Forex trading news for April 22, 2015, US edition:
- SNB says there will be fewer exemptions from negative interest rates
- March 2015 US existing home sales 5.19m vs 5.03m exp
- Eurozone April consumer confidence -4.6 vs -2.75 exp
- US EIA crude oil inventories 5.3m vs 2.7m exp
- EIA sees longer-term US production continuing to rise
- Greek state min Pappas says they want a deal with lenders but "not just any agreement"
- SNB's Danthine says EURCHF 1.20 cap was a temporary measure
- February 2015 US FHFA HPI 0.7% vs 0.5% exp m/m
- US MBA mortgage market index 458.4 vs 448.2 prior
- S&P 500 up 11 points to 2107
- WTI crude down 40 cents to $56.21
- Gold down $15 to $1187
- US 10-year yields up 7 bps to 1.98%
- GBP leads, CHF lags
The Swiss franc was the focus of US trading. It's been relentlessly strong over the past few weeks and talk started to circulate about what the SNB could do next. They delivered by introducing negative rates on a wider variety of accounts. EUR/CHF began to inch higher early in Europe after the comments from Danthine but ripped to 1.0365 from 1.0285 on the deposit news. It wasn't done there as it continued to grind up to 1.0425 in a steady move.
The euro itself wasn't a big mover. The rally in Europe was mostly faded but the time US traders arrived and they continued to sell down to a session low of 1.0709. It bounced to 1.0745 and then chopped within the bottom of the range.
The pound absolutely roared in Europe on hawkish talk in the BOE minutes and was trading at the highs at 1.5079 as US traders arrived. It started lower from there and the existing home sales data weighed further in a slip to 1.5011. Last at 1.5035.
USD/JPY consolidated a gain in Asian trading.
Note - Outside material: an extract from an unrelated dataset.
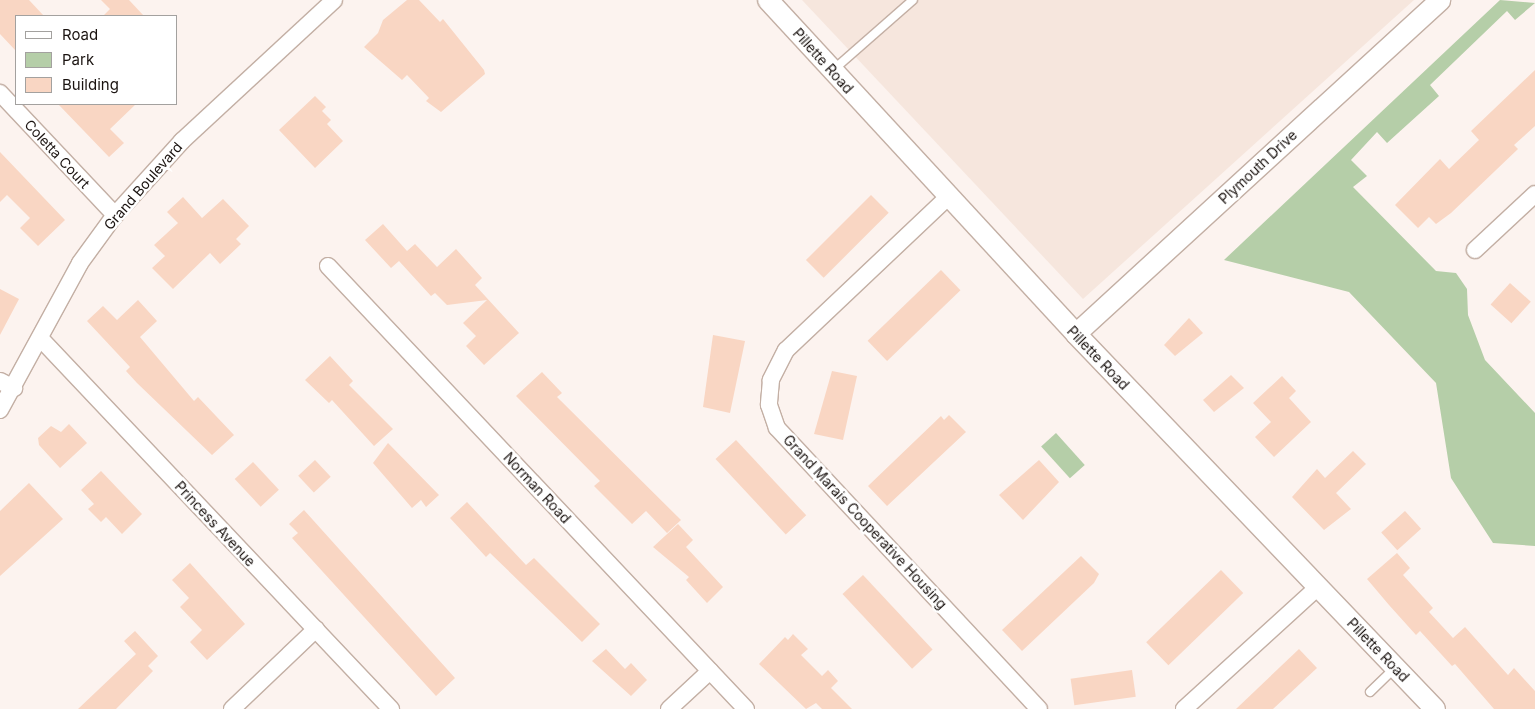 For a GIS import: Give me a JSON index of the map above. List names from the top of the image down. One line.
{"streets":{"street":["Pillette Road","Coletta Court","Plymouth Drive","Grand Boulevard","Norman Road","Grand Marais Cooperative Housing","Princess Avenue"]},"crossings":[["Pillette Road","Plymouth Drive"],["Pillette Road","Grand Marais Cooperative Housing"],["Coletta Court","Grand Boulevard"],["Grand Boulevard","Princess Avenue"]],"legend":["Road","Park","Building"]} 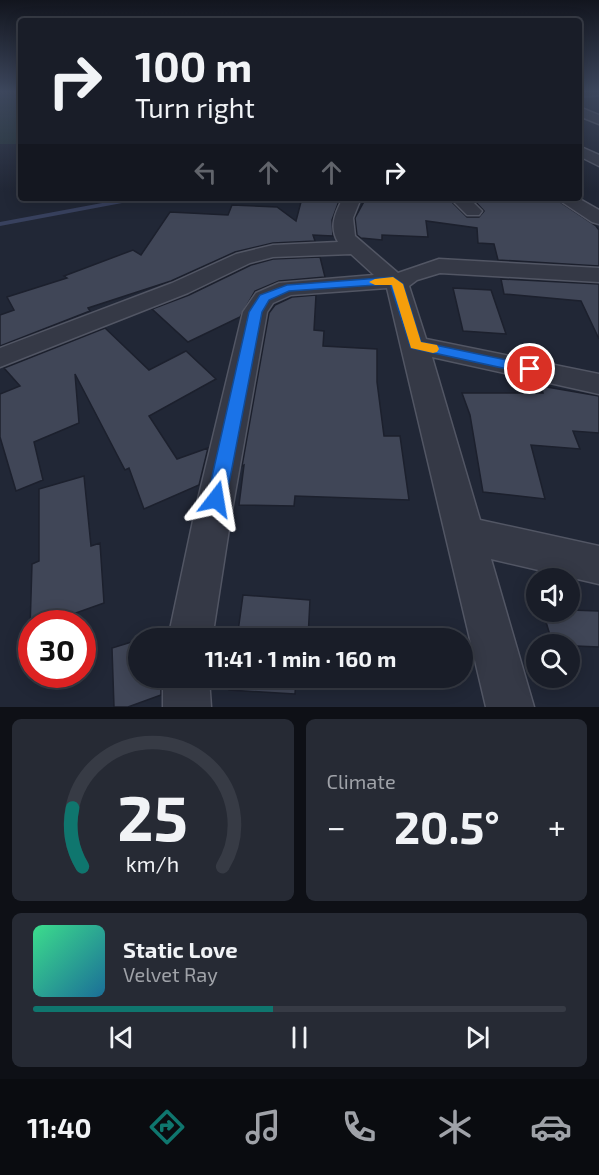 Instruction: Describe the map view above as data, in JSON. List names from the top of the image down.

Repeated tests of 120.00 ran into sellers but retracements slipped back to only 119.80. A selloff in Treasuries was great news for the bulls.
The Australian dollar wasn't able to capitalize on the CPI numbers or a rebound in iron ore. There was a steady downtrend the crested at 0.7746 after the home sales data and then bounced to 0.7775 but a late slide has sagged back to 0.7753. Looks soft.
USD/CAD has been volatility central but oil was a tad quieter today and the chop was limited from 1.2260 to 1.2220 with plenty of back-and-forth.
Gold took a hit. There was a broad flight away from safety and gold was caught up in the mix; sliding down to $1187 then a dead cat bounce to $1191 but finishing near the lows.